Plant-based diets aren’t just trendy. They’re good for your health — and the health of the planet. That’s one reason why Americans seem to be taking the idea of eating more plants to heart. Even though only 4% of the population calls themselves vegetarians (people who eat no meat or fish), 36% say they’re trying to eat less meat.
The good news is that you can do both: eat a healthy plant-based diet without giving up meat.
What does “plant-based” really mean?
A plant-based diet isn’t necessarily the same thing as a vegetarian (no meat) or vegan (no animal products) diet.
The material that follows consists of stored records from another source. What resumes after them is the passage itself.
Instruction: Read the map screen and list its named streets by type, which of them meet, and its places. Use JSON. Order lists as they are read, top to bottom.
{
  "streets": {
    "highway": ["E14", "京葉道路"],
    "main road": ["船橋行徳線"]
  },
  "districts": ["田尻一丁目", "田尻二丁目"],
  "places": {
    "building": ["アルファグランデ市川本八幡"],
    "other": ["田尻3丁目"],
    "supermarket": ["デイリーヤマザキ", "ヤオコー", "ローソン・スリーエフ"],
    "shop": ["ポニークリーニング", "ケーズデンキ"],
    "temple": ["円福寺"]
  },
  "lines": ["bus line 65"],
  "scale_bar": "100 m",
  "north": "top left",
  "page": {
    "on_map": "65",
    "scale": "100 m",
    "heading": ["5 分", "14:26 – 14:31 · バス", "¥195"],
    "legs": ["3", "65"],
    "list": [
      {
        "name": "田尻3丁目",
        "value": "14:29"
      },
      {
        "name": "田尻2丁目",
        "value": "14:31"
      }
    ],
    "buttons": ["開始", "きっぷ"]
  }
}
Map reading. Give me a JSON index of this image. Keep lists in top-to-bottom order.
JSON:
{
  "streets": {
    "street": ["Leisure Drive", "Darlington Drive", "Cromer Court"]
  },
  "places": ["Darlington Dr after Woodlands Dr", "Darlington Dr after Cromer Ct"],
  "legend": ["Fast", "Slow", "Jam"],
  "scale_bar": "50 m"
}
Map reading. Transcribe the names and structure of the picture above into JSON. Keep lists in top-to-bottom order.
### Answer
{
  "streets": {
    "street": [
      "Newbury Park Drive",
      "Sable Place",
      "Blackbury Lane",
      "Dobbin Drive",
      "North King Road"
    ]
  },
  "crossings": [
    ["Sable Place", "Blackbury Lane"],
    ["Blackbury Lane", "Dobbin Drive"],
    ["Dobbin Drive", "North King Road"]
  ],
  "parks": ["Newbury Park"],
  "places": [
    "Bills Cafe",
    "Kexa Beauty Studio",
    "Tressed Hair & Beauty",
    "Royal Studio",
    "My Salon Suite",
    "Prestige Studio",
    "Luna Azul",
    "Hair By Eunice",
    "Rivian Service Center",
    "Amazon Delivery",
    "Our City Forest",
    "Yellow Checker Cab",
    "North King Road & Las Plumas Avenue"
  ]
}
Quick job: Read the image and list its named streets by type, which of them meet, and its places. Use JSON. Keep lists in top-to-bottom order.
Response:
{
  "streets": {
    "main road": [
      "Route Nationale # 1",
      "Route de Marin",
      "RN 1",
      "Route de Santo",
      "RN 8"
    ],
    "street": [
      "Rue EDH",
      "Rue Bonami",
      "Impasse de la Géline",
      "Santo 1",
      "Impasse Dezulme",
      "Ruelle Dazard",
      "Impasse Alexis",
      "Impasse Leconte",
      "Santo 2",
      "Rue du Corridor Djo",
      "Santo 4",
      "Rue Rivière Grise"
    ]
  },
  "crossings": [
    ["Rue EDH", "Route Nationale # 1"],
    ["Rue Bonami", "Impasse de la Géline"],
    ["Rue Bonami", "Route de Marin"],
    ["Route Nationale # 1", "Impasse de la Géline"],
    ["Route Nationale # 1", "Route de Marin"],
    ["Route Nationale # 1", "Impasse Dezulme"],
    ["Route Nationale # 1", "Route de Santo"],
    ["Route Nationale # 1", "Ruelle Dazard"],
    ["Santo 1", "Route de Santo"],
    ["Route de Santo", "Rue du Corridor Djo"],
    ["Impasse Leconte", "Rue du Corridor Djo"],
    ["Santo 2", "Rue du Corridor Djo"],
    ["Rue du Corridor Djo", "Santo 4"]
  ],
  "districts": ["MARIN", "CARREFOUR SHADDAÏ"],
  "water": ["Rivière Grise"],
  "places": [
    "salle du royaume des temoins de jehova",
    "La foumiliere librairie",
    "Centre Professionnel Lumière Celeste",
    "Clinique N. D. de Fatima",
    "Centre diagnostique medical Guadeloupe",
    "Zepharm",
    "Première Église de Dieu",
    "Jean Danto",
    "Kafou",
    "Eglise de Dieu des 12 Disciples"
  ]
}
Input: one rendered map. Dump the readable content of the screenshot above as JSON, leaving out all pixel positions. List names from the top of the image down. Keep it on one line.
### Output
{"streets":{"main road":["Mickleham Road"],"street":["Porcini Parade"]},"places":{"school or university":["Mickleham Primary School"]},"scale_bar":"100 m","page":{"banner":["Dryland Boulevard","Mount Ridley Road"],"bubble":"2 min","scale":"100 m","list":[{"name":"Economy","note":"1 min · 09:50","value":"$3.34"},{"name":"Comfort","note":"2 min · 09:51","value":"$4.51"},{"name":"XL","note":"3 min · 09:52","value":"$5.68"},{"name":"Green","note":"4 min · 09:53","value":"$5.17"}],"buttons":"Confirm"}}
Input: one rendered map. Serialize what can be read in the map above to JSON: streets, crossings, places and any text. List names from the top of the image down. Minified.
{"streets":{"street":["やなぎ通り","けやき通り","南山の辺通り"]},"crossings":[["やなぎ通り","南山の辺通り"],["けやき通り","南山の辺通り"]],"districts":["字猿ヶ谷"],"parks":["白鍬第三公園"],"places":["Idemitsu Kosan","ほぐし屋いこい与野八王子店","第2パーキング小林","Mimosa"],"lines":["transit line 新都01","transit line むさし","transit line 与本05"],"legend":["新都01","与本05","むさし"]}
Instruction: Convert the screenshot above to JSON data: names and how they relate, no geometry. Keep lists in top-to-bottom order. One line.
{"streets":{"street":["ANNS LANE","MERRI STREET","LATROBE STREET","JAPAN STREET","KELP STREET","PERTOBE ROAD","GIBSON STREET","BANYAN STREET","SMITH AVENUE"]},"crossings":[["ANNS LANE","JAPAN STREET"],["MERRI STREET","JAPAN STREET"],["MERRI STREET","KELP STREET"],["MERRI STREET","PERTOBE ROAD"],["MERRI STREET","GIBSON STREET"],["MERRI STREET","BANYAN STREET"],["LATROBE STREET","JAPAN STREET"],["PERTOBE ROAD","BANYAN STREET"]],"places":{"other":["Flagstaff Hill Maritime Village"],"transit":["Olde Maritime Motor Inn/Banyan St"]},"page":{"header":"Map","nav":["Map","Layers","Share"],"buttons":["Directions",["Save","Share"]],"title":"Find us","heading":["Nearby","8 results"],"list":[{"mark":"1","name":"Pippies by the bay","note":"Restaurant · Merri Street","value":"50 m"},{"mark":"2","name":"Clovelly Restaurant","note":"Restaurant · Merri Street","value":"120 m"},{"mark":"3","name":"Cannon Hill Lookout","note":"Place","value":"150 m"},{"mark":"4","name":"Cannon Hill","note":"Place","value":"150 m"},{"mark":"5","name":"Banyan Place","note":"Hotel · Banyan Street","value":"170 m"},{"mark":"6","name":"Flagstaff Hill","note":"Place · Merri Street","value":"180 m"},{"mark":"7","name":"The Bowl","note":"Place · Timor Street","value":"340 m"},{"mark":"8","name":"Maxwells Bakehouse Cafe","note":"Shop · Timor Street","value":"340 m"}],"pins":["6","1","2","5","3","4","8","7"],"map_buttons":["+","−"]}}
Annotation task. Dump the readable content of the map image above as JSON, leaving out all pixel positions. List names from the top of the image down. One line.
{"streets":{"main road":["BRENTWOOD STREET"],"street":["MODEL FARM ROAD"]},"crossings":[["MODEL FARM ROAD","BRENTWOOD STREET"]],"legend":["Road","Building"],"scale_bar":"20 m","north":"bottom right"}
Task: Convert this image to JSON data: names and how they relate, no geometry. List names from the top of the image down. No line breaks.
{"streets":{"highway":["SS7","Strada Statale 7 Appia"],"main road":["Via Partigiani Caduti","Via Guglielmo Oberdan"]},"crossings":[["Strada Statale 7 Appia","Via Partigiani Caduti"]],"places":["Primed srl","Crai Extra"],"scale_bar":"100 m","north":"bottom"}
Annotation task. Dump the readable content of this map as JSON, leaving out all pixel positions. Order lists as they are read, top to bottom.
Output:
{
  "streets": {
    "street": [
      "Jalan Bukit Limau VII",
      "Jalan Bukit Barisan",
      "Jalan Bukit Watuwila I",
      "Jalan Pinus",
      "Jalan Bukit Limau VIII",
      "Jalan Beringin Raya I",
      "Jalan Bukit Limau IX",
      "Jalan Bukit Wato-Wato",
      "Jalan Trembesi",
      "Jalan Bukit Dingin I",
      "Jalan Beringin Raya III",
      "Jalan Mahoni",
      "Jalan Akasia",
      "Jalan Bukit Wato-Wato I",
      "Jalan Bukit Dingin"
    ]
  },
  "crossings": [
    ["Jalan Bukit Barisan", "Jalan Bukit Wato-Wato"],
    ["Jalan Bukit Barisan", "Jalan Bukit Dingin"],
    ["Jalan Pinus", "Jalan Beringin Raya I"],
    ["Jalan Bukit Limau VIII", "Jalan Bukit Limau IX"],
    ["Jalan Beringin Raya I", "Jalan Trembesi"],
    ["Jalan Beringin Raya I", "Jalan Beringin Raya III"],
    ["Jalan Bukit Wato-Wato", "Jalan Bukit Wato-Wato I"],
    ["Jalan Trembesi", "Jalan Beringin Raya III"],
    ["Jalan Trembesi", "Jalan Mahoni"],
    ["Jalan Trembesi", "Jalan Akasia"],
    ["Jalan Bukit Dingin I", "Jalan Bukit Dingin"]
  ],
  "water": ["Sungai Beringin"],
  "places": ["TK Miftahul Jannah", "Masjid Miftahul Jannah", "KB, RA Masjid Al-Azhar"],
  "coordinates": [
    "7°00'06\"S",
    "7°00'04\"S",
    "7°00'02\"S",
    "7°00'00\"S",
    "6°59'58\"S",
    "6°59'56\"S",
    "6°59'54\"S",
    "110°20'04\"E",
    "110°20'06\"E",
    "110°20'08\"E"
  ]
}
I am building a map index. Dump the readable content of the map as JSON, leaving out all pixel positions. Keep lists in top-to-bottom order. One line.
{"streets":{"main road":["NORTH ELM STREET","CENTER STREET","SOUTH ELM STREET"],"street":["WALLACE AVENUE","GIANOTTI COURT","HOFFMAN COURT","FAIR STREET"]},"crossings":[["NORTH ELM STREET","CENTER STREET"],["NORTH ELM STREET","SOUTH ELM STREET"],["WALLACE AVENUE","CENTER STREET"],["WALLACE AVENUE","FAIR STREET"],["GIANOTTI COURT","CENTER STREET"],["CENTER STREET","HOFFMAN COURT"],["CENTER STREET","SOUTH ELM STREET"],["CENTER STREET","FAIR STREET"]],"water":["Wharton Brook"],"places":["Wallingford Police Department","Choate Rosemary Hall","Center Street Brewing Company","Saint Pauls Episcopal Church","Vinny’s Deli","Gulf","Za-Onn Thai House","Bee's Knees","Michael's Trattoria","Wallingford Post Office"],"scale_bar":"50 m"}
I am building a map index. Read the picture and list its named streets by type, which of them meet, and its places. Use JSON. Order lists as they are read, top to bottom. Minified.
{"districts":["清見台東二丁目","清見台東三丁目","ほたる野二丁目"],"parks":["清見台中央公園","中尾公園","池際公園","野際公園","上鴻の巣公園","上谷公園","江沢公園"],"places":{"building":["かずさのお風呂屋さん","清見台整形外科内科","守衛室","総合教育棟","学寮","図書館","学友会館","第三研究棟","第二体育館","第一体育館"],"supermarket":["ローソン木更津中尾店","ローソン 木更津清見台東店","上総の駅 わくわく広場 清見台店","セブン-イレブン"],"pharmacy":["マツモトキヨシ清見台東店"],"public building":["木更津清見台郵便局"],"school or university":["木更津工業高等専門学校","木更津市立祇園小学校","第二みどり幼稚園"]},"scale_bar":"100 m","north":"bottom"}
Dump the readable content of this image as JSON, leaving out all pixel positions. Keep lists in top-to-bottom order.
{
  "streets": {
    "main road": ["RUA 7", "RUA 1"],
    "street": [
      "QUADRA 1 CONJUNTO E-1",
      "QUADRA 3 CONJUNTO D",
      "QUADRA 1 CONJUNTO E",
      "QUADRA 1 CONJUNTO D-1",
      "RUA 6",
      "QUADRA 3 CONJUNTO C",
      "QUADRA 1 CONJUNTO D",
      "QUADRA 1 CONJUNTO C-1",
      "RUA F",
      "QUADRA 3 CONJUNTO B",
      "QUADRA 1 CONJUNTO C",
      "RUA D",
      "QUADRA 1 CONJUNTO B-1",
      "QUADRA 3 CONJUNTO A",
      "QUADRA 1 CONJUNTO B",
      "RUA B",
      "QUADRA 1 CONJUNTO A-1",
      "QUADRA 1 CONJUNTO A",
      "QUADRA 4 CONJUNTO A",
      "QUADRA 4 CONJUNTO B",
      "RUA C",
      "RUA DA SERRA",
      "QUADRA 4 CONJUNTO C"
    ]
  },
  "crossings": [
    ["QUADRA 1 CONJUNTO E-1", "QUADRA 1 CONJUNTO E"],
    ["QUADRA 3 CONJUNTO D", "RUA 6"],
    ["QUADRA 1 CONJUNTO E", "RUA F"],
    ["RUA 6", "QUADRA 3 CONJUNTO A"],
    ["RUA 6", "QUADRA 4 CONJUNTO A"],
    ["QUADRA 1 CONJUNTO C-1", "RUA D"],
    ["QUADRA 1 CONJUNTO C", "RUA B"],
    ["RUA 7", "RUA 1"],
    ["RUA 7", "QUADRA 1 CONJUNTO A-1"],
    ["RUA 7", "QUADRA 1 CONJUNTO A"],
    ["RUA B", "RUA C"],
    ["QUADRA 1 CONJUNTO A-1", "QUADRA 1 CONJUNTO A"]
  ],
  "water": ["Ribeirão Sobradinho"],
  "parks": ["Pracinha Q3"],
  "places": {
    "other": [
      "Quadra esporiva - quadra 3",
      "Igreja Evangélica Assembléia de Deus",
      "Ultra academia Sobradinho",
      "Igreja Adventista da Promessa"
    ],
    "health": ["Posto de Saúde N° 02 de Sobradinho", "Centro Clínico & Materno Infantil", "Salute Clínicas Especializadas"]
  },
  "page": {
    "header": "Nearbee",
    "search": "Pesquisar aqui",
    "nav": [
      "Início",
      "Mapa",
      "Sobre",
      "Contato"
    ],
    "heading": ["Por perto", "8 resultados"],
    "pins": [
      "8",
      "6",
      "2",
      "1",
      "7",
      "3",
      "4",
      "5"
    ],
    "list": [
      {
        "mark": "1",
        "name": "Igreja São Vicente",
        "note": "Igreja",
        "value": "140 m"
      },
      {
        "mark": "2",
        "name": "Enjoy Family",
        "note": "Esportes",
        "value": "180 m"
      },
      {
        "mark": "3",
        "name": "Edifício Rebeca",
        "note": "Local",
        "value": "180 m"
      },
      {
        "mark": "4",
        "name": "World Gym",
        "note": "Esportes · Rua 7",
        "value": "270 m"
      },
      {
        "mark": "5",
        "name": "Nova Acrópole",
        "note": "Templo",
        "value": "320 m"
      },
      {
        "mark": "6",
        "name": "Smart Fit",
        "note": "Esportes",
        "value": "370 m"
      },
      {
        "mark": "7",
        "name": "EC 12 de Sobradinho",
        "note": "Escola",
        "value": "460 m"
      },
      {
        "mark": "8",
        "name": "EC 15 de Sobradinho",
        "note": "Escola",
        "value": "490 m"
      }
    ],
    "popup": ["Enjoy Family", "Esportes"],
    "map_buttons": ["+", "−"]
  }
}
A plant-based or plant-forward way of eating means that you are putting more focus on fruits and vegetables, whole grains, beans, nuts and seeds. Many people aim to eat a plant-based diet while still including moderate amounts of meat, fish, eggs, dairy or other animal products.
A flexitarian diet can be a healthy compromise
If you decide to eat a diet that’s packed with plant foods (but isn’t 100% vegetarian), you could call yourself a flexitarian. A flexitarian diet describes a way of eating that calls for mostly vegetarian choices with some carefully chosen animal products mixed in.
The key to a healthy, plant-based, flexitarian diet is choosing the right foods and limiting the wrong ones. You don’t want to give up meat only to replace it with less nutritionally dense choices. Avoid subbing in lots of packaged, ultra-processed foods (such as boxed mac and cheese, frozen pizza, fast food or even some plant-based meats). Instead, trade your burgers for whole, unprocessed or less processed plant foods — like beans, tofu, whole grains and vegetables.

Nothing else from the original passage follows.